- Opening Delimiter -

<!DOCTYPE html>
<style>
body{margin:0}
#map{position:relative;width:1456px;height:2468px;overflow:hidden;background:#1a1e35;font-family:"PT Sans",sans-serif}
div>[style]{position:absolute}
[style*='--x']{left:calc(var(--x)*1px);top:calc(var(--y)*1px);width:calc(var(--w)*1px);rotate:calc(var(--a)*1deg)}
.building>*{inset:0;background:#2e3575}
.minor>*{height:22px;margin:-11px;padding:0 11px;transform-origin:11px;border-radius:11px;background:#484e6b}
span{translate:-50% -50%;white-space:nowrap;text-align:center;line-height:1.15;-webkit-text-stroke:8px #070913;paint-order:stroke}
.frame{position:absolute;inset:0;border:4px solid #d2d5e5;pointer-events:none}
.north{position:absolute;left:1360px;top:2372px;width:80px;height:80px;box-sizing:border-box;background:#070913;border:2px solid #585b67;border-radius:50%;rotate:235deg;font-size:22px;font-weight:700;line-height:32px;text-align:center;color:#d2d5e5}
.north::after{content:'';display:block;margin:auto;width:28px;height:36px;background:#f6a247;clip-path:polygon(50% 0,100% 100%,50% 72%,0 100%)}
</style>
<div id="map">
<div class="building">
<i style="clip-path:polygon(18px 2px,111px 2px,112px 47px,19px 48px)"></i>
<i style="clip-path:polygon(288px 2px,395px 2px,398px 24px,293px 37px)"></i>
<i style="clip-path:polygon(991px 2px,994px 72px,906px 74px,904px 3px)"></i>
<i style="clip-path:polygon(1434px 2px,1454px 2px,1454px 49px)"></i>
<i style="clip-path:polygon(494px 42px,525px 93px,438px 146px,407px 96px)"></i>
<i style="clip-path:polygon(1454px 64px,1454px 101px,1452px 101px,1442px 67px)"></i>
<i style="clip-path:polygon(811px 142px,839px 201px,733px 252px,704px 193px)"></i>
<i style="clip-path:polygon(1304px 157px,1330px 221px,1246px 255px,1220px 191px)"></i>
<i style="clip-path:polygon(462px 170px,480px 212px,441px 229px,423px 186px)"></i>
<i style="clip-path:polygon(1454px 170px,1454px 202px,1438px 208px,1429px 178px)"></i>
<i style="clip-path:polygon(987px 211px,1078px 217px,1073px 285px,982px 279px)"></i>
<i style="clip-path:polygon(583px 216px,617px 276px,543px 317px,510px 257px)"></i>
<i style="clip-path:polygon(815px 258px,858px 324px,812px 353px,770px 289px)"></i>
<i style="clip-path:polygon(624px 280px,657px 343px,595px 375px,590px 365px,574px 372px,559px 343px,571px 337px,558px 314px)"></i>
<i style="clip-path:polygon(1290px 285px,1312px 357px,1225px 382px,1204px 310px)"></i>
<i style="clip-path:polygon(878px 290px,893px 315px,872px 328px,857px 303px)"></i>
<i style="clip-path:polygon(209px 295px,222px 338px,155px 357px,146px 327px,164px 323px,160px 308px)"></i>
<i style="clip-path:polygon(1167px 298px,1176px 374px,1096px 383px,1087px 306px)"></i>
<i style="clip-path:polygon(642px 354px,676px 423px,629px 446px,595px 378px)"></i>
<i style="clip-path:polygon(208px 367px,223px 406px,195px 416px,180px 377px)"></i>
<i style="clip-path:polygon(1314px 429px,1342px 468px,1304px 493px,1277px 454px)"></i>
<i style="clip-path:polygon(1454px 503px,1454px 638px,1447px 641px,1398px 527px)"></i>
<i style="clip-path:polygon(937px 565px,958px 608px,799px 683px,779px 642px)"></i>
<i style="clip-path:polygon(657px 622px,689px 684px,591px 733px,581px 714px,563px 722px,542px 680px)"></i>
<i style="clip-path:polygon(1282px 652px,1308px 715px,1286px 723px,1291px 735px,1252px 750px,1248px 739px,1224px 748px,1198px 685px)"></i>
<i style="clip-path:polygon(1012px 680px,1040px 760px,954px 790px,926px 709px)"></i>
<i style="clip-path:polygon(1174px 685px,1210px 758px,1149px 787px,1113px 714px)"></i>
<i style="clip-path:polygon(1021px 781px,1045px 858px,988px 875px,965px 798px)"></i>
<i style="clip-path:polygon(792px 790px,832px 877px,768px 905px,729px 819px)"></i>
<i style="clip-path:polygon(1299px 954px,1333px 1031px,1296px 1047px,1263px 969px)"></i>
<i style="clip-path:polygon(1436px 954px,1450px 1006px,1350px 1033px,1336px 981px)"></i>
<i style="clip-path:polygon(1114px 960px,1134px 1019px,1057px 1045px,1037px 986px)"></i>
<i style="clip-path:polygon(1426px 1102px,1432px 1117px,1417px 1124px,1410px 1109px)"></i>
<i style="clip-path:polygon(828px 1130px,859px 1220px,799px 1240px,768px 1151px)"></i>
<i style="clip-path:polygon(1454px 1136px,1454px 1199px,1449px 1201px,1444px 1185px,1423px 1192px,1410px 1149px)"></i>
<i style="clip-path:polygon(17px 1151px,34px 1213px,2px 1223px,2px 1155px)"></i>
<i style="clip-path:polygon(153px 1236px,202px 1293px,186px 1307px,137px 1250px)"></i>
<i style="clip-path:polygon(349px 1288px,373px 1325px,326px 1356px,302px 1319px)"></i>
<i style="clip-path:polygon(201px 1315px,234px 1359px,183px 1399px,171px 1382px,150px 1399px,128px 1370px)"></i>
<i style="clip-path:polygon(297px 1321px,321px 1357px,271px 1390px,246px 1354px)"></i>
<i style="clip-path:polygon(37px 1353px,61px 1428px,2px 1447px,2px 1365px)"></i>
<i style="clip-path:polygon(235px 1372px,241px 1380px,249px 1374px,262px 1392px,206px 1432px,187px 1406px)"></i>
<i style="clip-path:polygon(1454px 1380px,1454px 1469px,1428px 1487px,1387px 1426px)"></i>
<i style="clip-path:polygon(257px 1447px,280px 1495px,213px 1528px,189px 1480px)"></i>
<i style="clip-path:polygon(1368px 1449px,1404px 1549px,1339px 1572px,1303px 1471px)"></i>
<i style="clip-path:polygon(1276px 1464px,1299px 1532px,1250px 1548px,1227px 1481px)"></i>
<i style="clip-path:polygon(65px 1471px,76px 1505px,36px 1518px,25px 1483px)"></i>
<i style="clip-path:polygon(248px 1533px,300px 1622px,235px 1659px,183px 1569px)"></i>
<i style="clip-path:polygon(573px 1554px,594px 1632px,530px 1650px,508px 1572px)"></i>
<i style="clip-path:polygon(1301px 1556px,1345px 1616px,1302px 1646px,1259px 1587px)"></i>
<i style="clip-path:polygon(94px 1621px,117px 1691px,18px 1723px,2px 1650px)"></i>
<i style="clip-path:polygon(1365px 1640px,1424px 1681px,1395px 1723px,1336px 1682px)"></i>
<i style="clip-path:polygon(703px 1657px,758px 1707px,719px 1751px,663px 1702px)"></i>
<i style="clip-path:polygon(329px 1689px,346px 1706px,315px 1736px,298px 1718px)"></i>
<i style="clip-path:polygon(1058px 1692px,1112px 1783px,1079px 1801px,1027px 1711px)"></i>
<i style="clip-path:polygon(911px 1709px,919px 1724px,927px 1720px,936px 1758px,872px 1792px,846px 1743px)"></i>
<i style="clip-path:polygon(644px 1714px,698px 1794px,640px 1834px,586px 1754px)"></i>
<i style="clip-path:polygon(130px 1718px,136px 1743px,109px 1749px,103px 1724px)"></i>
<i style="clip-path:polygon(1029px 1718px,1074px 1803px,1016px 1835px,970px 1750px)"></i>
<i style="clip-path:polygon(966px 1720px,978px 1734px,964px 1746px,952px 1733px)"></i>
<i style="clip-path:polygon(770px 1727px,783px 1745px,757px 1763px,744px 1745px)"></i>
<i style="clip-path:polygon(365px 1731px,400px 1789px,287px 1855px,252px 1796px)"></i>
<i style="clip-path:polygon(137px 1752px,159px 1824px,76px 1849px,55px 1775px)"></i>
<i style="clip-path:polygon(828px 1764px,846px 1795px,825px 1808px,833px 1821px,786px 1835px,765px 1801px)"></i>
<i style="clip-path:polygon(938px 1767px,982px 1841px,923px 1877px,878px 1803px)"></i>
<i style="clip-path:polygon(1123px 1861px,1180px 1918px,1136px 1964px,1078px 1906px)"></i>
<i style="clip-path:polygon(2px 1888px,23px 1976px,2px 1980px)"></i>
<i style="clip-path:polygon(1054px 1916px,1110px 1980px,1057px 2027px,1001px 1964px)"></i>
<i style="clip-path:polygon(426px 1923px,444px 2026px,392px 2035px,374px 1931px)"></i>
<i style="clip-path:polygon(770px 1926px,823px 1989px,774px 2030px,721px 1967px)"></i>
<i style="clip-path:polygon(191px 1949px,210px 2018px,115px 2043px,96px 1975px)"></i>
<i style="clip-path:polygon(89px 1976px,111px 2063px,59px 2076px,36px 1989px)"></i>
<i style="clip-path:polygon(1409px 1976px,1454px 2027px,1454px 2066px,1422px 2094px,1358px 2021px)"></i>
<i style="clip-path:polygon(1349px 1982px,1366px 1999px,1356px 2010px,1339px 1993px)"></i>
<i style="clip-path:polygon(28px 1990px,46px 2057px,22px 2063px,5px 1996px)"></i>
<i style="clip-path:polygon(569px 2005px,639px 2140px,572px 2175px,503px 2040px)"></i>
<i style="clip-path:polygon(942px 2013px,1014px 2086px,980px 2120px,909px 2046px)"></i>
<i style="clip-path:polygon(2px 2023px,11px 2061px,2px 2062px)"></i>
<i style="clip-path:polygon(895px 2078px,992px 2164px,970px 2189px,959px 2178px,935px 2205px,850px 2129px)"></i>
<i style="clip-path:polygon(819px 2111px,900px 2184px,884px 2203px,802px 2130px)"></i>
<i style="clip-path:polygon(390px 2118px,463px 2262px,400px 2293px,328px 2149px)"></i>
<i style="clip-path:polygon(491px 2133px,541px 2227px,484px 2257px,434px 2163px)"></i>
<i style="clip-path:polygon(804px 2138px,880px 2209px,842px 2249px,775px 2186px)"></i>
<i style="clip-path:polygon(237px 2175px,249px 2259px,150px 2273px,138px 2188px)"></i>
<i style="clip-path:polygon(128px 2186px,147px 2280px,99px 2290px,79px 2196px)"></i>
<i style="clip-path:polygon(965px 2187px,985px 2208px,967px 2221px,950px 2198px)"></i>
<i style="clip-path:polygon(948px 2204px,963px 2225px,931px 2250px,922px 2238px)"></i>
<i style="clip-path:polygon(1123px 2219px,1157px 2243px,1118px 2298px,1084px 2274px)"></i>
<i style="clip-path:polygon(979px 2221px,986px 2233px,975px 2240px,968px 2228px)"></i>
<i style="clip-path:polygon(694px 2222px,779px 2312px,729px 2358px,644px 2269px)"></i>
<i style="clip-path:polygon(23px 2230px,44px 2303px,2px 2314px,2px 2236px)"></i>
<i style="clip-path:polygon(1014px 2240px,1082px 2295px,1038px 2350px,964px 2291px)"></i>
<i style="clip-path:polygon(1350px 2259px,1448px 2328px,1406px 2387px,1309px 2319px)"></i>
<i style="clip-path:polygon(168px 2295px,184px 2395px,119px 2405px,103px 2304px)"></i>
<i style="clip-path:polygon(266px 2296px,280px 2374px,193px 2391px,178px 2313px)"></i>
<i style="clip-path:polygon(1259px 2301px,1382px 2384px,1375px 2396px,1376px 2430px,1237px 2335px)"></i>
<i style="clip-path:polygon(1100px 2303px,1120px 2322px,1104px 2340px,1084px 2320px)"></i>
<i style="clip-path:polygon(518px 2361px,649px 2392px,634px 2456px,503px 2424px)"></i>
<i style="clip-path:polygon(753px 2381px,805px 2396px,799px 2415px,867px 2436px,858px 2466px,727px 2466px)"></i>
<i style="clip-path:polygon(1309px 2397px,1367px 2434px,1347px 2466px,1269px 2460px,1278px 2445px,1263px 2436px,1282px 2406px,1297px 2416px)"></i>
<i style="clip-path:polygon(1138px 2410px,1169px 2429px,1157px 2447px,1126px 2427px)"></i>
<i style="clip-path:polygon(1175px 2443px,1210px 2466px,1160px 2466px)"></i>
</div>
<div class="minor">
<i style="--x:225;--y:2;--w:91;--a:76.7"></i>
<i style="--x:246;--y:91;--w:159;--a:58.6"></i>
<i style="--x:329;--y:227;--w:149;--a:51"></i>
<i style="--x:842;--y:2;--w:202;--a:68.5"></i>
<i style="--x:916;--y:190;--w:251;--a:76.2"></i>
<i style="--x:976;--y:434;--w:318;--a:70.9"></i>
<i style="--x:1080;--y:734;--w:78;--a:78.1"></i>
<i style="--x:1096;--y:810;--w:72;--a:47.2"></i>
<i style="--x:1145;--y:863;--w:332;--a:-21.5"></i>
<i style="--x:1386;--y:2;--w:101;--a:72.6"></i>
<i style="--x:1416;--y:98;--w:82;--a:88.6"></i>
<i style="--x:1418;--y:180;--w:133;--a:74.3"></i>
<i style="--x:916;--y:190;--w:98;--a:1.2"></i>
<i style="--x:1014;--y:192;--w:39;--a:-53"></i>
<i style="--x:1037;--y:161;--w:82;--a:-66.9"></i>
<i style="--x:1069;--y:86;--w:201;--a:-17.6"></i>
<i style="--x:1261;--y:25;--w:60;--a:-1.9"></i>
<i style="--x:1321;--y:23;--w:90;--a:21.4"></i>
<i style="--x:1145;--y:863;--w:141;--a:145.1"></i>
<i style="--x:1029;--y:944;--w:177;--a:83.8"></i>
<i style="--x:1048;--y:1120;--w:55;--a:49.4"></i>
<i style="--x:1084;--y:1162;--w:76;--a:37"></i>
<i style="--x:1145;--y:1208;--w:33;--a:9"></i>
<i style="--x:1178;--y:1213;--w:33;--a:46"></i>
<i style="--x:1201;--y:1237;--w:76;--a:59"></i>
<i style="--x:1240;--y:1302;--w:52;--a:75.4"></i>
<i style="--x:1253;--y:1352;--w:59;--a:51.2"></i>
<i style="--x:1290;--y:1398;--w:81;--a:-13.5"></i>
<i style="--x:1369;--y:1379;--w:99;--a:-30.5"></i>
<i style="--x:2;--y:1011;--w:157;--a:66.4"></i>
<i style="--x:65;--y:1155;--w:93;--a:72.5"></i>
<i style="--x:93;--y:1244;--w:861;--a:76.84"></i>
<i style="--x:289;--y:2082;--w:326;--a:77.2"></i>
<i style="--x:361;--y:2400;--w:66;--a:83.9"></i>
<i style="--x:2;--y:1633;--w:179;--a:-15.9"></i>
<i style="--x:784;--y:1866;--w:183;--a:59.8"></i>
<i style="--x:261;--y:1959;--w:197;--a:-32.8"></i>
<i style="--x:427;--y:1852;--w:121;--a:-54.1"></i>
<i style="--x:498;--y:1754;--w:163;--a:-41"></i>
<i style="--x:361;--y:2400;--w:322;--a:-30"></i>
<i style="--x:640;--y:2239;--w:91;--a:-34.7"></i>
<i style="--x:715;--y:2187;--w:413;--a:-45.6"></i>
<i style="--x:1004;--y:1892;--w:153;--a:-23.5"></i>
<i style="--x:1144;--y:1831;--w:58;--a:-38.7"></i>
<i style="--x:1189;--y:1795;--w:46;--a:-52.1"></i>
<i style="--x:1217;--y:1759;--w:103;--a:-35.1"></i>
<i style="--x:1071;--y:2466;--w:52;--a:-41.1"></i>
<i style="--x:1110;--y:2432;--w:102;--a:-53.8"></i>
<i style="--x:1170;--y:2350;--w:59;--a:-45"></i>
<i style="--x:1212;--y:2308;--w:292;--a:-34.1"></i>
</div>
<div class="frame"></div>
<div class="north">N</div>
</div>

- Closing Delimiter -

● Your objective: The lines in the entries above that carry the word "margin" must be copied.

● Task result:
body{margin:0}
.minor>*{height:22px;margin:-11px;padding:0 11px;transform-origin:11px;border-radius:11px;background:#484e6b}
.north::after{content:'';display:block;margin:auto;width:28px;height:36px;background:#f6a247;clip-path:polygon(50% 0,100% 100%,50% 72%,0 100%)}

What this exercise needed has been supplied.